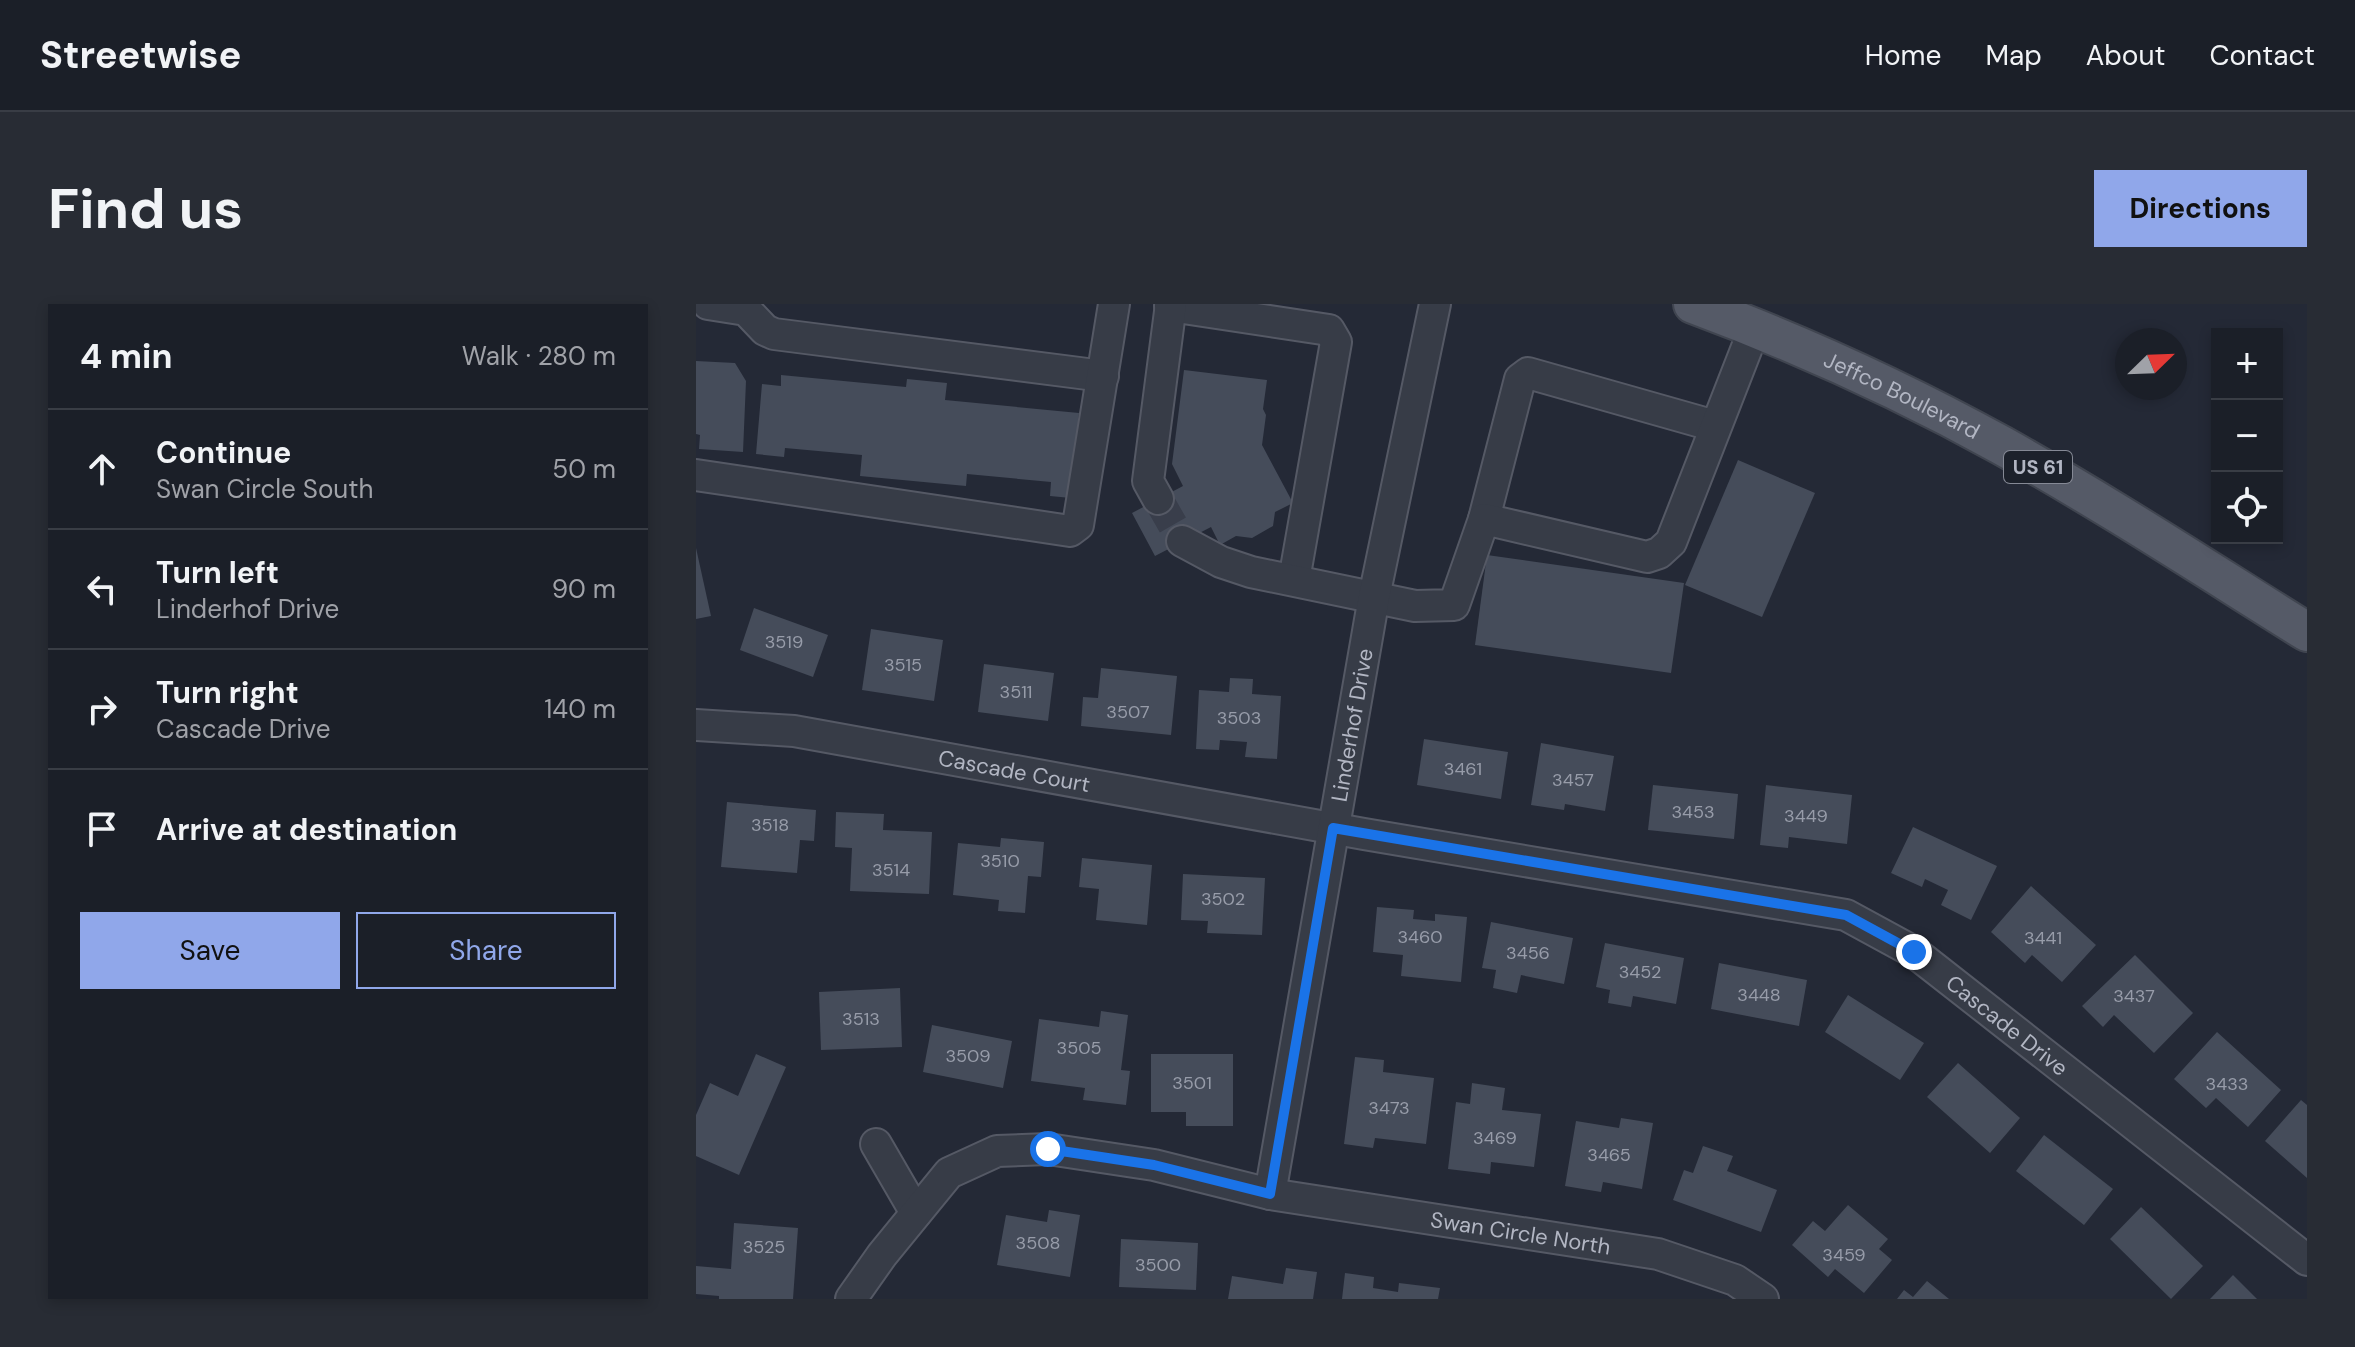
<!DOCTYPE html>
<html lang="en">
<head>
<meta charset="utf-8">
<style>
	:root { --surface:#1b1f28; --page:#282c34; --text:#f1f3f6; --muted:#a0a2a8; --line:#393d45; --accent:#90a7ea }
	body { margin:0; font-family:"DM Sans",sans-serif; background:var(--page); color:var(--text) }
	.controls { position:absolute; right:24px; top:24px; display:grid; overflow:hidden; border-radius:0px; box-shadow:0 4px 12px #0003 }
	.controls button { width:72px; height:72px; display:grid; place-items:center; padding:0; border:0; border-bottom:2px solid var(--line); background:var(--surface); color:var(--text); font:40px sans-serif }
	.compass { position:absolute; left:1419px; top:24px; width:72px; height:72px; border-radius:50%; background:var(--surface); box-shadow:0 4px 12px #0003; rotate:67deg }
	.stop { position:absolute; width:24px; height:24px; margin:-18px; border:6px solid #1a73e8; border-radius:50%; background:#fff }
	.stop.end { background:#1a73e8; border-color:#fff; box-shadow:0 2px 8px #0008 }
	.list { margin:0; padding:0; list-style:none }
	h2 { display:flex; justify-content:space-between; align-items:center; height:104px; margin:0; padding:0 32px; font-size:34px }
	h2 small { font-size:26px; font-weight:400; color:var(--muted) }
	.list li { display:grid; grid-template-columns:52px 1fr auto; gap:24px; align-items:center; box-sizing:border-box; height:120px; padding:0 32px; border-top:2px solid var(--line) }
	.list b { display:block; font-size:30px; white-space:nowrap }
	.list p { margin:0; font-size:26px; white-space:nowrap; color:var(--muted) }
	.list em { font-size:26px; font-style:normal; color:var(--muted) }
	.actions { display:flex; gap:16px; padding:24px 32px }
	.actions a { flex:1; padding:18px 0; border:2px solid var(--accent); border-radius:0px; text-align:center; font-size:28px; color:var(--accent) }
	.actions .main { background:var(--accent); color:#111 }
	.icon { flex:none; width:44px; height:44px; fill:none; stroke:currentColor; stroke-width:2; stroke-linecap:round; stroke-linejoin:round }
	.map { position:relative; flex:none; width:1611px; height:995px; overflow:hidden; border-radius:0px }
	header { display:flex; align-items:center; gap:48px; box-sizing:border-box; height:112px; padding:0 40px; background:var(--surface); border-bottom:2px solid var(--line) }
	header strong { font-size:38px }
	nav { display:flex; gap:44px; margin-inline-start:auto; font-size:28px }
	.intro { display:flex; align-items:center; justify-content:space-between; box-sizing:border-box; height:192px; padding:0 48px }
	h1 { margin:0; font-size:56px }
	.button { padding:20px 36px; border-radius:0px; background:var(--accent); color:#111; font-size:28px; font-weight:700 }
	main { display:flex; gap:48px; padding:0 48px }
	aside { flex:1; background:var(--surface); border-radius:0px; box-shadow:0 4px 12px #0003 }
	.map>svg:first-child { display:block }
	.building { fill:#454c5a }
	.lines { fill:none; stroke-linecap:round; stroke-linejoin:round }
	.minor-tunnel { stroke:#393e4b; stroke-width:30; stroke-dasharray:30 15; stroke-linecap:butt }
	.minor-casing { stroke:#555965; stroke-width:34 }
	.major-casing { stroke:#404550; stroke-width:42 }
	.minor { stroke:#373c47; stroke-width:30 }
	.major { stroke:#555a67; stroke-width:38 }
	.route { stroke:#1a73e8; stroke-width:10 }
	.labels { text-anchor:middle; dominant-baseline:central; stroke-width:7; stroke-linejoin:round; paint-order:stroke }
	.number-label { font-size:18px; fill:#979ca9 }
	.shield { fill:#1c212b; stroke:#858995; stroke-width:2 }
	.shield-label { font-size:20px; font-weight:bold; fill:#b2b6c3 }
	.street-label { font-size:22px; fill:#b2b6c3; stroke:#1c212b }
</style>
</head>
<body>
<header>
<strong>Streetwise</strong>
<nav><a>Home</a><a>Map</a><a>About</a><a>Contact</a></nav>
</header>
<div class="intro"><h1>Find us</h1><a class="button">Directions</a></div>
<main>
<aside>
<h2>4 min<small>Walk · 280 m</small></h2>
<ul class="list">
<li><svg class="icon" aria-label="ahead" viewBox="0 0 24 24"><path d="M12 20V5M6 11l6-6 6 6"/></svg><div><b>Continue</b><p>Swan Circle South</p></div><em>50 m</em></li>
<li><svg class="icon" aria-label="left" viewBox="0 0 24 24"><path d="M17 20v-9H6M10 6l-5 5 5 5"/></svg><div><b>Turn left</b><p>Linderhof Drive</p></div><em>90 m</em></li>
<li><svg class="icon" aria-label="right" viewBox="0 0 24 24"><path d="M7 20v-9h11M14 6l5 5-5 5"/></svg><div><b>Turn right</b><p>Cascade Drive</p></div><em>140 m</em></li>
<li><svg class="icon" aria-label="arrive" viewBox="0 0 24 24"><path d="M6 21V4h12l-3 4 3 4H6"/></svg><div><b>Arrive at destination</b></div></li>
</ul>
<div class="actions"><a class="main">Save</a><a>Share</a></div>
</aside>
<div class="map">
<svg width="1611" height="995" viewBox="0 0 1611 995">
	<rect width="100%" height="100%" fill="#242936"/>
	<g class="building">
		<path d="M0,57L39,59L50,77L47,148L3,145L4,131L0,130Z"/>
		<path d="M488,66L571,76L567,105L570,111L566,141L597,199L579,208L577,222L556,234L540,232L524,241L515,223L459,252L436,209L487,182L476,160Z"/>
		<path d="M85,71L210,83L211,75L251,79L249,96L383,109L375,194L354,192L355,178L271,170L270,182L164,172L166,151L89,144L88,153L60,150L66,80L85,82Z"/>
		<path d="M1042,156L1119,189L1066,313L989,281Z"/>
		<path d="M0,244L15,312L0,315Z"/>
		<path d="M791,251L988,279L975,369L779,341Z"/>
		<path d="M58,304L132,331L117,373L44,346Z"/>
		<path d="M175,325L247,336L238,397L166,386Z"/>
		<path d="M288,360L358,369L352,417L282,408Z"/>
		<path d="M405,364L481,372L475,431L385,422L387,393L402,394Z"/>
		<path d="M534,374L557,375L556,390L585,392L581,455L549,453L551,438L524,436L523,446L500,445L503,386L533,388Z"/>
		<path d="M728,435L812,448L805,495L721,481Z"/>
		<path d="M845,439L918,452L909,507L869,500L868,506L835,501Z"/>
		<path d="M957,481L1042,490L1038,535L952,526Z"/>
		<path d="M1070,481L1156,491L1151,540L1093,533L1092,544L1064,541Z"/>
		<path d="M31,498L120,506L118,537L104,536L101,569L25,563Z"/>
		<path d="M140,508L188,510L187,526L236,528L233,590L154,587L156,544L139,543Z"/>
		<path d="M1217,523L1301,562L1275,616L1245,601L1252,586L1229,575L1226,583L1195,569Z"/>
		<path d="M305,534L348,538L345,573L332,572L329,609L302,607L303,596L257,591L262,539L304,543Z"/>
		<path d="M386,554L456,561L451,621L400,616L403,585L383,583Z"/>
		<path d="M487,570L569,574L566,631L511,629L512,617L485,616Z"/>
		<path d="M1335,582L1400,641L1366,678L1336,651L1329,659L1295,628Z"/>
		<path d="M681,603L718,606L717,615L739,617V610L771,613L765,678L705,672L707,651L677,648Z"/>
		<path d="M795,618L877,634L868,680L825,671L821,689L797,684L800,666L786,664Z"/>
		<path d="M909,639L988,654L980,700L937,692L935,703L912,699L914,686L900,683Z"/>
		<path d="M1439,651L1497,709L1458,749L1418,711L1407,723L1386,702Z"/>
		<path d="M1023,659L1111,676L1103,722L1015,705Z"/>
		<path d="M204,684L206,743L125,746L123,688Z"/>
		<path d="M1152,691L1228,739L1204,776L1129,728Z"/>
		<path d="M405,707L432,711L425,766L434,767L430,801L387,796L389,784L335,777L343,715L403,723Z"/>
		<path d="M236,721L316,737L307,784L227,768Z"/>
		<path d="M1521,728L1585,786L1552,823L1520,794L1510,804L1478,775Z"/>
		<path d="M60,750L90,763L43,871L0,852V811L14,779L42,792Z"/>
		<path d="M455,750H537V822H490V808H455Z"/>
		<path d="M659,753L688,756L687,768L738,774L730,840L679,834L677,844L648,840Z"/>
		<path d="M1262,759L1324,814L1294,849L1231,793Z"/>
		<path d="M776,779L809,784L806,806L845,810L838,863L795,858L794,870L752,865L760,798L774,800Z"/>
		<path d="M1605,796L1611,801V874L1569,837Z"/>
		<path d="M925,814L957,819L946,885L907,878L905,888L869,882L880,817L923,824Z"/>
		<path d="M1348,831L1417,885L1388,921L1320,867Z"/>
		<path d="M1007,842L1037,852L1031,867L1081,886L1065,928L977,896L988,866L997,869Z"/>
		<path d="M1152,901L1192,935L1183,945L1196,956L1168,989L1139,965L1132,973L1096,941L1117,917L1129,927Z"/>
		<path d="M1445,903L1507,962L1475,995L1414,935Z"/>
		<path d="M353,906L384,911L374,973L301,961L310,911L351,918Z"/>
		<path d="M38,919L102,924L97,995H23V992L0,990V962L35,965Z"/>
		<path d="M425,935L502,939L500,986L423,983Z"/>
		<path d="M590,964L621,968L617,995H532L536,972L587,980Z"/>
		<path d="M649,969L678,973L677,984L702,988L703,979L744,984L742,995H646Z"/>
		<path d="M1537,971L1561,995H1514Z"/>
		<path d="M1231,977L1253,995H1201L1208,986L1217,993Z"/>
	</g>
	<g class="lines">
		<path class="minor-tunnel" d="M462,195L486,237"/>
		<g class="minor-casing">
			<g id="minor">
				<path d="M12,0L50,6L69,26L78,30L407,72"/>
				<path d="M474,2L633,26L640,38L598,276"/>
				<path d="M0,171L374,227L382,221L418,0"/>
				<path d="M462,195L452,177L475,0"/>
				<path d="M788,215L824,75L832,69L1019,122"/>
				<path d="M486,237L525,258L555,268L719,302L758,301L788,215L951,253L963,249L975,238L1059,23"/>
				<path id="s1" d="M0,421L98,427L668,530L1150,611L1218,648L1611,956"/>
				<path d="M180,840L220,909"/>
				<path id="s2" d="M574,890L678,293L739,0"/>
				<path id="s3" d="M155,995L186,951L253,869L301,847L352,845L458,861L574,890L962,950L1039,976L1067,995"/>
			</g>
		</g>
		<g class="major-casing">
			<g id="major">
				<path id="s4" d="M997,0C1102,39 1207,87 1305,141C1409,199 1510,265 1611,328"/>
			</g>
		</g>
		<use href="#minor" class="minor"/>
		<use href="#major" class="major"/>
	</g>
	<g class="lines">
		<path class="route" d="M352,845L458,861L574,890L637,524L1150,611L1218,648"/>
	</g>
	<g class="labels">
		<g class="number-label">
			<text x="88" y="338">3519</text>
			<text x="207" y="361">3515</text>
			<text x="320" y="388">3511</text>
			<text x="432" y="408">3507</text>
			<text x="543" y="414">3503</text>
			<text x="767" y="465">3461</text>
			<text x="877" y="476">3457</text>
			<text x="997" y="508">3453</text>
			<text x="1110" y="512">3449</text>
			<text x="74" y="521">3518</text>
			<text x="304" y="557">3510</text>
			<text x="195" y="566">3514</text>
			<text x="527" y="595">3502</text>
			<text x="724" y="633">3460</text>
			<text x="1347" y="634">3441</text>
			<text x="832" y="649">3456</text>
			<text x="944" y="668">3452</text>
			<text x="1063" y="691">3448</text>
			<text x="1438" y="692">3437</text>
			<text x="165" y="715">3513</text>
			<text x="383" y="744">3505</text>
			<text x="272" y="752">3509</text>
			<text x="496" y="779">3501</text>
			<text x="1531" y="780">3433</text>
			<text x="693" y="804">3473</text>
			<text x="799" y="834">3469</text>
			<text x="913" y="851">3465</text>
			<text x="342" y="939">3508</text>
			<text x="68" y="943">3525</text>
			<text x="1148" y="951">3459</text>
			<text x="462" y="961">3500</text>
		</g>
		<rect class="shield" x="1308" y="147" width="68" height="32" rx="6"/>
		<g class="shield-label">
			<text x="1342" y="163">US 61</text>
		</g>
		<g class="street-label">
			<text stroke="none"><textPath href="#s4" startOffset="228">Jeffco Boulevard</textPath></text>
			<text stroke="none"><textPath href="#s2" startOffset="476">Linderhof Drive</textPath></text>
			<text stroke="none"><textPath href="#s1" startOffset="322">Cascade Court</textPath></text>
			<text stroke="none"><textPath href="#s1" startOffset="1362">Cascade Drive</textPath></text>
			<text stroke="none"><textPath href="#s3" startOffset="744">Swan Circle North</textPath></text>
		</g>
	</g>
</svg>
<div class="controls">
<button>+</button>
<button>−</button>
<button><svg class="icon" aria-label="locate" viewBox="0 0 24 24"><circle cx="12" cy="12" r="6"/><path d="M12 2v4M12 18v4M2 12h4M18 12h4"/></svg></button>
</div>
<svg class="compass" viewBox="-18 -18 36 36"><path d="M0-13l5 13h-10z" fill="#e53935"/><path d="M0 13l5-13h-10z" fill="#a0a2a8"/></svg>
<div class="stop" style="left:352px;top:845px"></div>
<div class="stop end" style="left:1218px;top:648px"></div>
</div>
</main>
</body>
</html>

....

__EXERCISE INSTRUCTIONS__
Within the records above, count the lines that hold the word "sans" and give only that number.

__ANSWER SECTION__
2